Two estimands that are easy to confuse
Let $Z_1 \in {0,1}$ and $Z_2 \in {0,1}$ denote the treatment status of the first and second mover, respectively.
Role-specific effects. Let $A$ be the first mover's action and $B$ the second mover's action or response rule. The role-specific effects are
$$ \tau_1 = E[A(1) - A(0)], \qquad \tau_2 = E[B(1) - B(0)]. $$
These ask whether treatment changes what each role does.
Dyadic cell means. Let $Y$ be an encounter-level outcome. The natural dyadic objects are
$$ \mu_{zw}^Y = E[Y(z,w)], \qquad z,w \in {0,1}, $$
giving four ordered pair types: $\mu_{00}^Y$ (control-control), $\mu_{10}^Y$ (treated first mover, control second mover), $\mu_{01}^Y$ (control first mover, treated second mover), and $\mu_{11}^Y$ (treated-treated).
These two families are not interchangeable. In asymmetric games, $T$-$C$ and $C$-$T$ represent different mechanisms. One changes initiation. The other changes response.
Researchers often talk as though they care about the second family while estimating the first.
A plausible research design
Consider a design someone might reasonably use. Treatment is randomized at the individual level. Participants make choices before being matched with a partner. Matching occurs only after all decisions are collected. Participants do not observe the partner's treatment status when choosing. In strategy-method settings, second movers specify contingent responses before seeing the first mover's realized move.
This design is fine if the target is role-specific. It isolates how treatment changes an individual's decision rule. Formally,
$$ A_i = a(Z_{1i}, U_i), \qquad B_j = b(Z_{2j}, V_j), $$
where $U_i$ and $V_j$ are idiosyncratic determinants. Neither choice rule depends on the partner's treatment status at the moment of decision. So for $\tau_1$ and $\tau_2$, the design is well aligned with the estimand.
The trouble starts when one begins making statements about what the intervention does to the interaction.
Estimating pair-level outcomes
Suppose someone wants to learn whether treatment improves a pair-level outcome $Y$ but estimates a simple own-treatment contrast for the first mover:
$$ \Delta^{\text{naive}} = E[Y \mid Z_1 = 1] - E[Y \mid Z_1 = 0]. $$
This looks reasonable until one notices that $Y$ depends on both players.
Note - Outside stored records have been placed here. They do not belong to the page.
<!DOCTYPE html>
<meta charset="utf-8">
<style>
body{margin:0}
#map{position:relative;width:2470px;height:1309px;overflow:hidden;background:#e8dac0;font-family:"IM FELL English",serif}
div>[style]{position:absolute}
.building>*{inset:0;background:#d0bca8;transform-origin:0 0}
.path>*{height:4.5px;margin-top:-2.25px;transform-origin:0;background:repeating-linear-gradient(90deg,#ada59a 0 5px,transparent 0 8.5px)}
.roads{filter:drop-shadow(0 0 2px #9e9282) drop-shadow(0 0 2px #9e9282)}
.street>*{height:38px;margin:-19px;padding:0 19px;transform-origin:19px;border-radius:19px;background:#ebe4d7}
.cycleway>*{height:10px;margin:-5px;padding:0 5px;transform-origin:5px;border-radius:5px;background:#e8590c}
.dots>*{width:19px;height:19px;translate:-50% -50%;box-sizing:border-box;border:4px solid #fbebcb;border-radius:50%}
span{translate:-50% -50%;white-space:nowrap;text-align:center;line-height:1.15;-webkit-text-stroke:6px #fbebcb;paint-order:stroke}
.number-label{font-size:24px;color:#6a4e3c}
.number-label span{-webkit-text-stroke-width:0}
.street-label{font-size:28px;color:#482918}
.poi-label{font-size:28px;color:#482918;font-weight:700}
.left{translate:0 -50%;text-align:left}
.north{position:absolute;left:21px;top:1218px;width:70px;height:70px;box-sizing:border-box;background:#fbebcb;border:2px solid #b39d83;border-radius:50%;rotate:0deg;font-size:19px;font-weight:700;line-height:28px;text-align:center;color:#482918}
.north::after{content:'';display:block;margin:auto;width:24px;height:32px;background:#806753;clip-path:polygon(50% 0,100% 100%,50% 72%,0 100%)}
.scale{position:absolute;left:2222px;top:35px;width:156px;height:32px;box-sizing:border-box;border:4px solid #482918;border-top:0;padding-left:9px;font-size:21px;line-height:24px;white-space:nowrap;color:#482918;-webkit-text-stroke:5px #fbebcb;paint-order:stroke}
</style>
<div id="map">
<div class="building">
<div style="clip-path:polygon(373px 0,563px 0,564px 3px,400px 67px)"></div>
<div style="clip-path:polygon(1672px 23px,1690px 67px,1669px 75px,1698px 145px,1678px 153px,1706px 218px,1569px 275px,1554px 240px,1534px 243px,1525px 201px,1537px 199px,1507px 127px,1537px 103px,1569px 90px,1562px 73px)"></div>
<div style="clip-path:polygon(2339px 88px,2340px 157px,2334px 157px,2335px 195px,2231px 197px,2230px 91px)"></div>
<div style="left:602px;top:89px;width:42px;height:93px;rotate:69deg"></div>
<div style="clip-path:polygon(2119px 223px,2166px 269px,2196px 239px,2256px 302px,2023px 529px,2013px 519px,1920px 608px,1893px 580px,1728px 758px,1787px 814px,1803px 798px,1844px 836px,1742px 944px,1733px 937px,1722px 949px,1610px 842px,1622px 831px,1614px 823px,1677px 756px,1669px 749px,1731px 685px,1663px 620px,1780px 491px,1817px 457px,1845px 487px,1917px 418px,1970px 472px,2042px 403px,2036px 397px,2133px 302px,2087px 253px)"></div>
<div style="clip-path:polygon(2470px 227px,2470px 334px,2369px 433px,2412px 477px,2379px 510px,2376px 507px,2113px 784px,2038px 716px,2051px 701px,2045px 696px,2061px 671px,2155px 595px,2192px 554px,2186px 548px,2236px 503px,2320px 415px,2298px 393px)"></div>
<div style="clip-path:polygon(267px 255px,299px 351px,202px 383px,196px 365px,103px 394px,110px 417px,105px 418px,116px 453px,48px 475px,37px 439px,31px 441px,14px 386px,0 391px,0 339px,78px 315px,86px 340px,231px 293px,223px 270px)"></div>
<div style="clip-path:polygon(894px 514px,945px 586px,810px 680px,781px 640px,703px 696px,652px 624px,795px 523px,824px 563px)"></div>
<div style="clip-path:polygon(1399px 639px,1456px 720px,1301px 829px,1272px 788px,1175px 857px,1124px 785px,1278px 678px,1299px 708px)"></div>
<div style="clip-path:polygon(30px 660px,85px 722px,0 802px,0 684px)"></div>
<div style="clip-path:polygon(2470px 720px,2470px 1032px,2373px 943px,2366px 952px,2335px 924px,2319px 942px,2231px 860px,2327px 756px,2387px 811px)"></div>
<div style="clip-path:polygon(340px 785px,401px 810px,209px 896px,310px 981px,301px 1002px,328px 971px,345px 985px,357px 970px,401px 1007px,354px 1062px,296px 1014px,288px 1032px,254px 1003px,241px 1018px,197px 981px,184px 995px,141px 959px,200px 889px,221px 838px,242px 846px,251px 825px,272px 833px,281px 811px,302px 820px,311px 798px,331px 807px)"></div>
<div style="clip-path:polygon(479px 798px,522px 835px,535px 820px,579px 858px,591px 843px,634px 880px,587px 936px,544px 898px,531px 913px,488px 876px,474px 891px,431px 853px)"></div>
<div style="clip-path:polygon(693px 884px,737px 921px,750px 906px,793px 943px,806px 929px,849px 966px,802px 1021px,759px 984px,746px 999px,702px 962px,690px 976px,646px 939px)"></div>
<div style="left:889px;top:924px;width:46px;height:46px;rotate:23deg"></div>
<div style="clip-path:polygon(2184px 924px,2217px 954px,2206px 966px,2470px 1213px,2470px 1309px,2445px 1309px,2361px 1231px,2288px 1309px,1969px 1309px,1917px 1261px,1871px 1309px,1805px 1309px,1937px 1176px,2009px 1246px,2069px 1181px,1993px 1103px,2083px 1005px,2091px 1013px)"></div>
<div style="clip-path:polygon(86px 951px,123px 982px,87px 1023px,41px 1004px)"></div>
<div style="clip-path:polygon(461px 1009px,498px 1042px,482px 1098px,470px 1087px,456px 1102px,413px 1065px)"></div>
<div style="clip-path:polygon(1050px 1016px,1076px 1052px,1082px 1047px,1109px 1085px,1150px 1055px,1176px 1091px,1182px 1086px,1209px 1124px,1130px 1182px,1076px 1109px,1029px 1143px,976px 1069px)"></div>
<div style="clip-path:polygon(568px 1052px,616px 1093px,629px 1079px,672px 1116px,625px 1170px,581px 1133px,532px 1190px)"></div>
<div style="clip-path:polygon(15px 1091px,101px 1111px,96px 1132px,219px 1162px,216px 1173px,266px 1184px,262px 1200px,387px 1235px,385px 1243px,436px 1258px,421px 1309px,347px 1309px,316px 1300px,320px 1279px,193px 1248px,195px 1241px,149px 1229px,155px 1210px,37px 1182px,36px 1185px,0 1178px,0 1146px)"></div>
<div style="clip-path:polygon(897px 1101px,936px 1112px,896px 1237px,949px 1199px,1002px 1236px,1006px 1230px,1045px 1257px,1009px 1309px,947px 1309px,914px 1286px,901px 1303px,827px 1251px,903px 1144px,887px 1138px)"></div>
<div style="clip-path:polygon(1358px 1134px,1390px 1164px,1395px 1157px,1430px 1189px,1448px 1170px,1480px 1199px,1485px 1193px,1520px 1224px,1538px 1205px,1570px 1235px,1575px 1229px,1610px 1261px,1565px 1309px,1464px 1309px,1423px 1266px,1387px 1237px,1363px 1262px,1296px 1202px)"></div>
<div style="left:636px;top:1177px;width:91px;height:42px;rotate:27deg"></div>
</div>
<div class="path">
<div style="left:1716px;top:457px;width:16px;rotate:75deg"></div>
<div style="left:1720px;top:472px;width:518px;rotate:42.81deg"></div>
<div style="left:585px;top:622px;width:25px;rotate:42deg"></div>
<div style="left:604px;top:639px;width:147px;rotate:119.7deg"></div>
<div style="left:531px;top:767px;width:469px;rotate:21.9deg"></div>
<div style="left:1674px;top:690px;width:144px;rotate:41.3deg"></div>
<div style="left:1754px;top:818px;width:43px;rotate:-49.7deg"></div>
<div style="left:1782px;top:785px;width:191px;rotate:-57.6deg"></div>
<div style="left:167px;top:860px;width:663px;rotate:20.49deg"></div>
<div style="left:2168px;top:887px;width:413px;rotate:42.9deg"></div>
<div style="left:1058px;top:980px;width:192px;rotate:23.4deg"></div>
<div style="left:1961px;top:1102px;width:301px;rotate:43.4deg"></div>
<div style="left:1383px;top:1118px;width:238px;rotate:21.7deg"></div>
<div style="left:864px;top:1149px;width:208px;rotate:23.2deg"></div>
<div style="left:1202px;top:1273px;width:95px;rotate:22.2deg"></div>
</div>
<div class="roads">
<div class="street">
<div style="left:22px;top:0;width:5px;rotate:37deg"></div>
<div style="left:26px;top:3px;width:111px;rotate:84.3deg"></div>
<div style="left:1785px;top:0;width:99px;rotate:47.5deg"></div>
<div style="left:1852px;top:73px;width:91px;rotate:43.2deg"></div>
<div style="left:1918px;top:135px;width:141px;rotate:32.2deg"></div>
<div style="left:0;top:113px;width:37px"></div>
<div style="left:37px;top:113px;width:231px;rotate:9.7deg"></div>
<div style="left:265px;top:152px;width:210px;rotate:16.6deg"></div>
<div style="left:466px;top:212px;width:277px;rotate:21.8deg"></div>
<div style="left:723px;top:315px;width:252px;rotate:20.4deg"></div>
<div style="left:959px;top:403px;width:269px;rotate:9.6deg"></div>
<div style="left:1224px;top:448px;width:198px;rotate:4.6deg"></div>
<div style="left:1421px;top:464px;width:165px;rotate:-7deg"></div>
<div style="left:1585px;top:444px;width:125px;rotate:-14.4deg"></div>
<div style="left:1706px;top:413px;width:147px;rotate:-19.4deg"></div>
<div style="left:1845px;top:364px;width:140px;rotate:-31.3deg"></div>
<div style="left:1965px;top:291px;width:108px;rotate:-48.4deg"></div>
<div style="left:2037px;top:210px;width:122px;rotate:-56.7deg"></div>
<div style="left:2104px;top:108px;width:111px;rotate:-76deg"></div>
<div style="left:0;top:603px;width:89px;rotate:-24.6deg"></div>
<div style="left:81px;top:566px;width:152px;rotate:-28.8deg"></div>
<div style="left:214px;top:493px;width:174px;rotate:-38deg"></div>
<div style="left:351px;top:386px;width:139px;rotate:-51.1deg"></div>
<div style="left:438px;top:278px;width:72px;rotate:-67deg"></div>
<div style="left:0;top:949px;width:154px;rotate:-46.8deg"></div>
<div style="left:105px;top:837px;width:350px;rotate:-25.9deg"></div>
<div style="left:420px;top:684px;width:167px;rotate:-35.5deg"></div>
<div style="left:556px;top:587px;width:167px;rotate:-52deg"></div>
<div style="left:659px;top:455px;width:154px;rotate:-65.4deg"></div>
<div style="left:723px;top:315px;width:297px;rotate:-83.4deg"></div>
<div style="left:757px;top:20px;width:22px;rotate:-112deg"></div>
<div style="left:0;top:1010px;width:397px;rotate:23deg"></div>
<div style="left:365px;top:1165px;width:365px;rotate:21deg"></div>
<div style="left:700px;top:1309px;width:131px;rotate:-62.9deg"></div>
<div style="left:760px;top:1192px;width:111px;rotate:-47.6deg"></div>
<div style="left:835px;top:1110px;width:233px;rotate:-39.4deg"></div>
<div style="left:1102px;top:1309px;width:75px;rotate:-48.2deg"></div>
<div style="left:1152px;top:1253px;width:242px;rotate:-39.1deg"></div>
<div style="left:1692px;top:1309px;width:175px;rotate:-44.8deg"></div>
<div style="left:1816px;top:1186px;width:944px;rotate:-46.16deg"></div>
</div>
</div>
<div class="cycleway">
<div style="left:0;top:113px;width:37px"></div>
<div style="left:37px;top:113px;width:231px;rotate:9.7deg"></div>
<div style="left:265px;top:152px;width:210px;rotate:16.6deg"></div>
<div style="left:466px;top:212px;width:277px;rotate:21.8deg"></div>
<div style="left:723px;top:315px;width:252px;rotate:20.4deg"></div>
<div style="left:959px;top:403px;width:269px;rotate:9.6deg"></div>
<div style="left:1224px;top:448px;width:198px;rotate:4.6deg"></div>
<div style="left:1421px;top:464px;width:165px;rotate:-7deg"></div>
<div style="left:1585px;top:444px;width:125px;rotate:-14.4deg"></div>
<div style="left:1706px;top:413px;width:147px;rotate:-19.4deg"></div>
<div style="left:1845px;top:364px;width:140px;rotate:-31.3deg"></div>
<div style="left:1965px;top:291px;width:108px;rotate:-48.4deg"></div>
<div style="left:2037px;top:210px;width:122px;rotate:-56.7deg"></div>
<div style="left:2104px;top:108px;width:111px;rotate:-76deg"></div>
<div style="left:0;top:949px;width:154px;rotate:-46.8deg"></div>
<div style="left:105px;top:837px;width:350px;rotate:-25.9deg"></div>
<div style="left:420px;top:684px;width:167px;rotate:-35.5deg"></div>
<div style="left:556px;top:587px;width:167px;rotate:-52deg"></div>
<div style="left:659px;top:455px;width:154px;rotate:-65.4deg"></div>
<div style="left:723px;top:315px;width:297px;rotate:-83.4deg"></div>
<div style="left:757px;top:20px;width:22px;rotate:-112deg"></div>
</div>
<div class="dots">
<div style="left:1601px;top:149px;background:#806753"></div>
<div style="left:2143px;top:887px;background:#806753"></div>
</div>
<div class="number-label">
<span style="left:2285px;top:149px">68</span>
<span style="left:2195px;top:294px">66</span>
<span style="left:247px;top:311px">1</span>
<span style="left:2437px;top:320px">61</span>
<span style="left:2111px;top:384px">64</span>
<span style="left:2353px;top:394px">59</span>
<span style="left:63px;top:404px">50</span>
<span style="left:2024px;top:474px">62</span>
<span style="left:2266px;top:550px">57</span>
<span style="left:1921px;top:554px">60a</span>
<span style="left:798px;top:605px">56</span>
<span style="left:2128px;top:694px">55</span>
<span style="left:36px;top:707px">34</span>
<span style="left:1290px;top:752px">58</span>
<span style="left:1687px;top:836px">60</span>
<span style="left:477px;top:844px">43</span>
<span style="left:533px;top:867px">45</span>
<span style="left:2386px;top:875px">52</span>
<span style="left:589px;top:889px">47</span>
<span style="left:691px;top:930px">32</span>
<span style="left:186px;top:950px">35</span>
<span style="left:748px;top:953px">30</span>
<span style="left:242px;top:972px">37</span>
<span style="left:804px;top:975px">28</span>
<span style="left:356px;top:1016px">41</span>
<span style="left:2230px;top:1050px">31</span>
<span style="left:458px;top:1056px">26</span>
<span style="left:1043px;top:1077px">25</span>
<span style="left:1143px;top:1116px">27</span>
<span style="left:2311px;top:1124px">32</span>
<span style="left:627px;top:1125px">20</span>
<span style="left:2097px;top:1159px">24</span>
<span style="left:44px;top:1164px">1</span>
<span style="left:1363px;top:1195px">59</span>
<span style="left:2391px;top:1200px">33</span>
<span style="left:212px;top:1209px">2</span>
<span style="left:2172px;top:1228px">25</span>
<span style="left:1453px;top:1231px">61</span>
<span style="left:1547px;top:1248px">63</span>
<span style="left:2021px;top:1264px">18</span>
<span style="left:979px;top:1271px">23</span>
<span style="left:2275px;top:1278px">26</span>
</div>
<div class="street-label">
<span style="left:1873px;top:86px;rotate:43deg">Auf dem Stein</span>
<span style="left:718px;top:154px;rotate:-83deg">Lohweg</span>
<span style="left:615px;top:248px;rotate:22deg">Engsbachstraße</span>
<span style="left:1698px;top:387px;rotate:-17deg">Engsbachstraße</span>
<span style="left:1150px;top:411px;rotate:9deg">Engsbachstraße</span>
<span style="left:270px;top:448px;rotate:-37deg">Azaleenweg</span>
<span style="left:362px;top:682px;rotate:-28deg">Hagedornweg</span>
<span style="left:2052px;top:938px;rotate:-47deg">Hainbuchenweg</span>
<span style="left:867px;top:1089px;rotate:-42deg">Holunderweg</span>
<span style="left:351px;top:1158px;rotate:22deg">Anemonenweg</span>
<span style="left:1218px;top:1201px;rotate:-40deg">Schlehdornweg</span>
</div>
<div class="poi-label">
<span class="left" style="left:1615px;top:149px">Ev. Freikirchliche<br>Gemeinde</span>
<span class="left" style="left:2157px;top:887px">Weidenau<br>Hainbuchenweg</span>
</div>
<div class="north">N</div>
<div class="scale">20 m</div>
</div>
Conditioning only on $Z_1$ averages over the second mover's treatment status. If the second mover is treated with probability $p$, then
$$ E[Y \mid Z_1 = 1] = p,\mu_{11}^Y + (1 - p),\mu_{10}^Y, $$
$$ E[Y \mid Z_1 = 0] = p,\mu_{01}^Y + (1 - p),\mu_{00}^Y. $$
So
$$ \Delta^{\text{naive}} = p(\mu_{11}^Y - \mu_{01}^Y) + (1 - p)(\mu_{10}^Y - \mu_{00}^Y). $$
This is not a clean dyadic contrast. It is a weighted mixture of two pair-type comparisons, and it is generally not equal to $\mu_{11}^Y - \mu_{00}^Y$, nor to $\mu_{10}^Y - \mu_{00}^Y$, nor to $\mu_{01}^Y - \mu_{00}^Y$. It converges to the wrong population object.
Once outcomes depend on both people, comparing them only by their own treatment status mixes together different encounters.
Trust game formalization
A trust game makes the problem transparent. Let $s(z)$ denote the amount sent by a first mover with treatment state $z$, and $\rho(w)$ the share returned by a second mover with treatment state $w$. Assume the amount sent is tripled. The first mover's payoff is
$$ \pi_1(z,w) = 6 - s(z) + 3,s(z),\rho(w), $$
and the second mover's payoff is
$$ \pi_2(z,w) = 3,s(z),(1 - \rho(w)). $$
Total surplus is
$$ \pi_1(z,w) + \pi_2(z,w) = 6 + 2,s(z). $$
This last expression is the crucial piece. The first mover's treatment can affect total surplus through sending, while the second mover's treatment affects how the surplus is divided through returning. So $T$-$C$ and $C$-$T$ are different causal objects. One is mainly about efficiency. The other is mainly about distribution.
Simulation
To see how this plays out, I simulated a stylized trust-style setting where the exclusion story is perfectly true: treatment affects only each player's own decision rule, never the partner's treatment directly.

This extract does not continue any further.